Well, it's also on any atheist who makes the positive statement that no god exists.
 
Well, it's also on any atheist who makes the positive statement that no god exists.

I agree. Unless god is defined in a way that is logically inconsistent.

An example would be a square circle. I can say with 100% certainty that a square circle doesnt exist.
 

dogsgod

Well-Known Member
Leprechauns don't exist either, and I can't prove it, oh my my. What are we to make of that? Is it such a big deal, or is it just a big deal if one states that gods don't exist?
 

dogsgod

Well-Known Member
The point is this, why break atheism down into false dichotomies such as strong and weak? If an atheist makes the statement that gods don't exist it's only a stronger statement than leprechauns don't exist because believers have a great deal invested in their god belief over that of leprechauns. It doesn't change the truth of the matter. Leprechauns don't exist and it really is of no matter that one can't prove it, ditto for gods.
 

Smoke

Done here.
Oi vey! Here we go again. :facepalm:
I know. I always find it curious when people like yourself pull out a brief dictionary definition as if I didn't speak English or as if the purpose of the dictionary was a serious discussion of any topic.

a = without
theos = god
ist = suffix denoting action, condition, use, devotion, or characteristic

But even without knowing the meaning of the word, and granting the simple definitions you have given, a person of moderate intelligence could readily see that "the belief that God does not exist" does not necessarily mean a system of belief, a complete denial of all things religious, certainty that there is no god, a belief that one has "solved the problem of existence", or any of the other nonsense that has been posted here.

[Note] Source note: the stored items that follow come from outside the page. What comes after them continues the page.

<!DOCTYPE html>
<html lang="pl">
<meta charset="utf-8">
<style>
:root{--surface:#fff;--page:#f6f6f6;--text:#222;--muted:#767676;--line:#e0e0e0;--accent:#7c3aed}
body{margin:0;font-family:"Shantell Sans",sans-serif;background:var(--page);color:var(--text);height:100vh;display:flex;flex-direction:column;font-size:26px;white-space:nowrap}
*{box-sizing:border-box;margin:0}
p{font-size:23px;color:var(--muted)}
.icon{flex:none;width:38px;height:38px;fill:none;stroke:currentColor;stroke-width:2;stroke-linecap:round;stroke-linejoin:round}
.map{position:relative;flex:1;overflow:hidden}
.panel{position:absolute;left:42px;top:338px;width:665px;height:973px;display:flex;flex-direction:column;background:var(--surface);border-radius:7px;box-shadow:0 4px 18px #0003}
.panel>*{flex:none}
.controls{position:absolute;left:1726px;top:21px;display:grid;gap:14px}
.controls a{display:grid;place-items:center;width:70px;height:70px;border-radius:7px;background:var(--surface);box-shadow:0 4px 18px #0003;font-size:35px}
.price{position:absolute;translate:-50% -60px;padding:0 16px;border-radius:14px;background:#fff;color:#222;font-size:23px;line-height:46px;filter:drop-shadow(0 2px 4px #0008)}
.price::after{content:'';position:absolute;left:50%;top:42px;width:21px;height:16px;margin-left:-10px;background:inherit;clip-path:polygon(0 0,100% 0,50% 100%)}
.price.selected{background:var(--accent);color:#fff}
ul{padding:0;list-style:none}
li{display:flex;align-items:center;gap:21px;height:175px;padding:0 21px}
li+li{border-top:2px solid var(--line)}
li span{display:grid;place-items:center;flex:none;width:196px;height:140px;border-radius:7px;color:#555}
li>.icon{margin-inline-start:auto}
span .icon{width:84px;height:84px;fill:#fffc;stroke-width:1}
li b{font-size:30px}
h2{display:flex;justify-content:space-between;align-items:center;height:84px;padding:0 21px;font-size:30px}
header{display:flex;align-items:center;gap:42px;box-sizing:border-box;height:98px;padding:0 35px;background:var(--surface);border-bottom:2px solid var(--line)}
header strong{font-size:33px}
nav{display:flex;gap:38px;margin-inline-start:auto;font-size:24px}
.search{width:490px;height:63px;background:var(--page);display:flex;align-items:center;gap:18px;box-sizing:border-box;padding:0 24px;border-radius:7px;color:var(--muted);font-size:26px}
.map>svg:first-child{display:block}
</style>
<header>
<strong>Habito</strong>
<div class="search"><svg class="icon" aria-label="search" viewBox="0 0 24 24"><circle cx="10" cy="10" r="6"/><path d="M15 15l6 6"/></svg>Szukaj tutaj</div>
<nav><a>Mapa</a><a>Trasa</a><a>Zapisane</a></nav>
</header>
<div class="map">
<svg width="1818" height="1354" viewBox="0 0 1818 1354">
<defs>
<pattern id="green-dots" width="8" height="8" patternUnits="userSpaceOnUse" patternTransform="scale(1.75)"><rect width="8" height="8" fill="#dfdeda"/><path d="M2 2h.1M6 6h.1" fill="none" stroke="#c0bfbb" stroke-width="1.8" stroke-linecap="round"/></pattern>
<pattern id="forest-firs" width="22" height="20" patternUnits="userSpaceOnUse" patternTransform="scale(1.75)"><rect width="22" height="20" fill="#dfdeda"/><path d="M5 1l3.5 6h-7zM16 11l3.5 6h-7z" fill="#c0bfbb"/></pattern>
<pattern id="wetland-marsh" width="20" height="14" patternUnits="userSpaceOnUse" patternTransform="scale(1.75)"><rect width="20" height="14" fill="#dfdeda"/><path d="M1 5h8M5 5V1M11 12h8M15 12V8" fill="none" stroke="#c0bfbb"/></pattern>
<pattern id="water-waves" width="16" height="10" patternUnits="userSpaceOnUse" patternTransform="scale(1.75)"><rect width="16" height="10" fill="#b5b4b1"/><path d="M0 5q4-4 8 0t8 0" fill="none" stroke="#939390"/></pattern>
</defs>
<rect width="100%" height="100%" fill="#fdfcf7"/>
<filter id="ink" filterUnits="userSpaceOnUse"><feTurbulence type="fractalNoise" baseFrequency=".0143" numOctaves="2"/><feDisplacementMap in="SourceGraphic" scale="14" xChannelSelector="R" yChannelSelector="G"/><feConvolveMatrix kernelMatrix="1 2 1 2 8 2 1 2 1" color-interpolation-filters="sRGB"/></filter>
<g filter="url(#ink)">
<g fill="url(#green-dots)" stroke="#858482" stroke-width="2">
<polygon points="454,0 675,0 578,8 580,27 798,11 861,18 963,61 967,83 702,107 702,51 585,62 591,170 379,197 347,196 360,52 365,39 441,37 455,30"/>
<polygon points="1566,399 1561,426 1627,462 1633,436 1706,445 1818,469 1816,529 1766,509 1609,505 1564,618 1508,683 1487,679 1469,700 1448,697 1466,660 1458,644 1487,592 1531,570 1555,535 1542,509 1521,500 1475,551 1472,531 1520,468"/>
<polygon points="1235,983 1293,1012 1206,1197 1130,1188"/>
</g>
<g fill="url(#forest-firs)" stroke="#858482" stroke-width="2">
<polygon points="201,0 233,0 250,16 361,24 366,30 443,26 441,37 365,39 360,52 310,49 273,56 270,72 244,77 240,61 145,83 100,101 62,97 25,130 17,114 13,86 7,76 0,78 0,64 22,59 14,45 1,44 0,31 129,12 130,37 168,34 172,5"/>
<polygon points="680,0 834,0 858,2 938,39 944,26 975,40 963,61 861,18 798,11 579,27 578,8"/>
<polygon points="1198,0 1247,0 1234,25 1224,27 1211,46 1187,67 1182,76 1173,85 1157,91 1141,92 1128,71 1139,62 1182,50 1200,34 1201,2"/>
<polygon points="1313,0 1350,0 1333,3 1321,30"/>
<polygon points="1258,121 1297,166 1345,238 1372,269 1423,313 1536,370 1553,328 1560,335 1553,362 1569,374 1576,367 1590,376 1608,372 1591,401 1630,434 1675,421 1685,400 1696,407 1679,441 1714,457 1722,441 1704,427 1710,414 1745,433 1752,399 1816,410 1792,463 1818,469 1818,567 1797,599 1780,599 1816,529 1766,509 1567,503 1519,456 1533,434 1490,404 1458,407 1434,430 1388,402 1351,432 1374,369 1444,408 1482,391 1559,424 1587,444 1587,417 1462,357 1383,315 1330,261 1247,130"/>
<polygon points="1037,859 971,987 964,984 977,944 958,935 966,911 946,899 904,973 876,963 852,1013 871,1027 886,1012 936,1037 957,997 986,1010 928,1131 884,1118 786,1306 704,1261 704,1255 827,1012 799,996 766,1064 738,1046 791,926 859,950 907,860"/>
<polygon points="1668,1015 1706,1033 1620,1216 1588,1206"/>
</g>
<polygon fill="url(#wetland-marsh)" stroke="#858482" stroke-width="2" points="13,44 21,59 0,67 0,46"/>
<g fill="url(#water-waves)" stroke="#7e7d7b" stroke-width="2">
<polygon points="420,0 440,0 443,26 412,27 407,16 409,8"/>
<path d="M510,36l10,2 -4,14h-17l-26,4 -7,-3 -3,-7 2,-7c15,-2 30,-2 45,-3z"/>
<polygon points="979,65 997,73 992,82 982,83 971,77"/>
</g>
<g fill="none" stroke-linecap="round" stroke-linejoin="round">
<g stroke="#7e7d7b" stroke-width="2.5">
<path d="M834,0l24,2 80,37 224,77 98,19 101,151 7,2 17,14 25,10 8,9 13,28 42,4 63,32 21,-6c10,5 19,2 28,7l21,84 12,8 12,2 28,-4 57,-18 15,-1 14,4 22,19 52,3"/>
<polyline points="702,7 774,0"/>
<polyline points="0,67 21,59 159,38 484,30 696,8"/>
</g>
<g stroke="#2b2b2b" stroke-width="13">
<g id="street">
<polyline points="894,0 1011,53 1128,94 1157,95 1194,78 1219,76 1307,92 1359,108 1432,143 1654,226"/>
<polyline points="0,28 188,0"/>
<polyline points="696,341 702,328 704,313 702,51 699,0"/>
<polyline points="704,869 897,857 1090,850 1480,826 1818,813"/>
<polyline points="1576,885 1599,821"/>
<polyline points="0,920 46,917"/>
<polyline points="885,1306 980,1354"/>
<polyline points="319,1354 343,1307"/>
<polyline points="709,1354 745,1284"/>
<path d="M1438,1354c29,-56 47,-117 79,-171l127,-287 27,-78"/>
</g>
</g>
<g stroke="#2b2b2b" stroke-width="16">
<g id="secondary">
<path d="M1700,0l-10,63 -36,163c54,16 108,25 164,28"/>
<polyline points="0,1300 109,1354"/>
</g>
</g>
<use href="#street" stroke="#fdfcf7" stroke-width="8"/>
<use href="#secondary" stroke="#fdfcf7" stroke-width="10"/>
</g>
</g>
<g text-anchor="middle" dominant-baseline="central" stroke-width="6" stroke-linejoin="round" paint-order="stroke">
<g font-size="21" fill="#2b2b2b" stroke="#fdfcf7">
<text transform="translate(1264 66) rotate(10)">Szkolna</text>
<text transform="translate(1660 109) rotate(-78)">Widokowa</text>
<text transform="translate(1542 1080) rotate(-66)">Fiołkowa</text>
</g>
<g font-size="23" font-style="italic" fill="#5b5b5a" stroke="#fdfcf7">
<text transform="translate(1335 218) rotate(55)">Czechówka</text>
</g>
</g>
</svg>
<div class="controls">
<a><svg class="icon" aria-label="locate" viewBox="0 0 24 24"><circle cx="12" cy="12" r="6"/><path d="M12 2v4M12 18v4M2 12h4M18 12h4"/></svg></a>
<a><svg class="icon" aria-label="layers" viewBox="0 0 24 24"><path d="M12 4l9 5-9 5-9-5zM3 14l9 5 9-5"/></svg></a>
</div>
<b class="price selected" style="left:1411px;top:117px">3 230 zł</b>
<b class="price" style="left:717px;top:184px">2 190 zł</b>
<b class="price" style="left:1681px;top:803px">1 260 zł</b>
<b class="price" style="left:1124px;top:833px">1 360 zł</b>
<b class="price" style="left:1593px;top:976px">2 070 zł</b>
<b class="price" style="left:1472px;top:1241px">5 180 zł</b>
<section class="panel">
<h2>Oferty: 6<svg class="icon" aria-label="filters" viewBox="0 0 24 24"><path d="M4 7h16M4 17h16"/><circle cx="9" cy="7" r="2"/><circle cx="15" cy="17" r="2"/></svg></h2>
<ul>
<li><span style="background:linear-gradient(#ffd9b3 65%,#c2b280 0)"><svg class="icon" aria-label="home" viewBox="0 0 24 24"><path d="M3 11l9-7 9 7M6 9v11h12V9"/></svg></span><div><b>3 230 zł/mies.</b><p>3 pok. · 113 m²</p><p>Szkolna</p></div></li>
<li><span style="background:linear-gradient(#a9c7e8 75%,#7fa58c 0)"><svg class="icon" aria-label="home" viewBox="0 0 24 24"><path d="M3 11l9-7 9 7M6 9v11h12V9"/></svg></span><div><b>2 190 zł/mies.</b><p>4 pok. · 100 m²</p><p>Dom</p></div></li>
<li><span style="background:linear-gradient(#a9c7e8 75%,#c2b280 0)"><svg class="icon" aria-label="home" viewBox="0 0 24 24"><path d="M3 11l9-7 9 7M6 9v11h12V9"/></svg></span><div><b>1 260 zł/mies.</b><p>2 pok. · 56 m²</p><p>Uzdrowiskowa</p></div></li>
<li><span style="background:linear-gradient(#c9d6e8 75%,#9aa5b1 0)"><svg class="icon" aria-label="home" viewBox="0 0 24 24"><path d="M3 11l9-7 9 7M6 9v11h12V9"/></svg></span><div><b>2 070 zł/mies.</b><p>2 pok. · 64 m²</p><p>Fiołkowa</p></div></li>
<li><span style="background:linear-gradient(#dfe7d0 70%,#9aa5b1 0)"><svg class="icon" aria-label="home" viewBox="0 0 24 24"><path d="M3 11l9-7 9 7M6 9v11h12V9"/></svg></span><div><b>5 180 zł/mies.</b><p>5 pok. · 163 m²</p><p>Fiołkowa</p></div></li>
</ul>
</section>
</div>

If anything, the passage you quoted from Huxley indicates that it's the agnostic who professes a certain belief -- namely, the belief that questions about life and god, about "the problem of existence," are insoluble. If we follow Huxley's definition faithfully, an agnostic is not someone who does not know but someone who believes it is impossible to know. It is the agnostic and not the atheist who has "faith," who professes to know. He knows that "the problem" is insoluble. Atheism makes no positive claims. Some atheists -- a tiny minority, but some -- do make positive claims, but you can no more generalize from that to say that all atheists make such claims than you can generalize from Christian doctrine to say that all theists believe in the Trinity.

The atheist may or may not hold a particular belief or follow a particular system. The agnostic must, following Huxley, believe in the insolubility of "the problem."

As such, it's not unreasonable to say that an agnostic is a particular kind of atheist, an atheist who professes a particular dogmatic belief that is not shared by all atheists.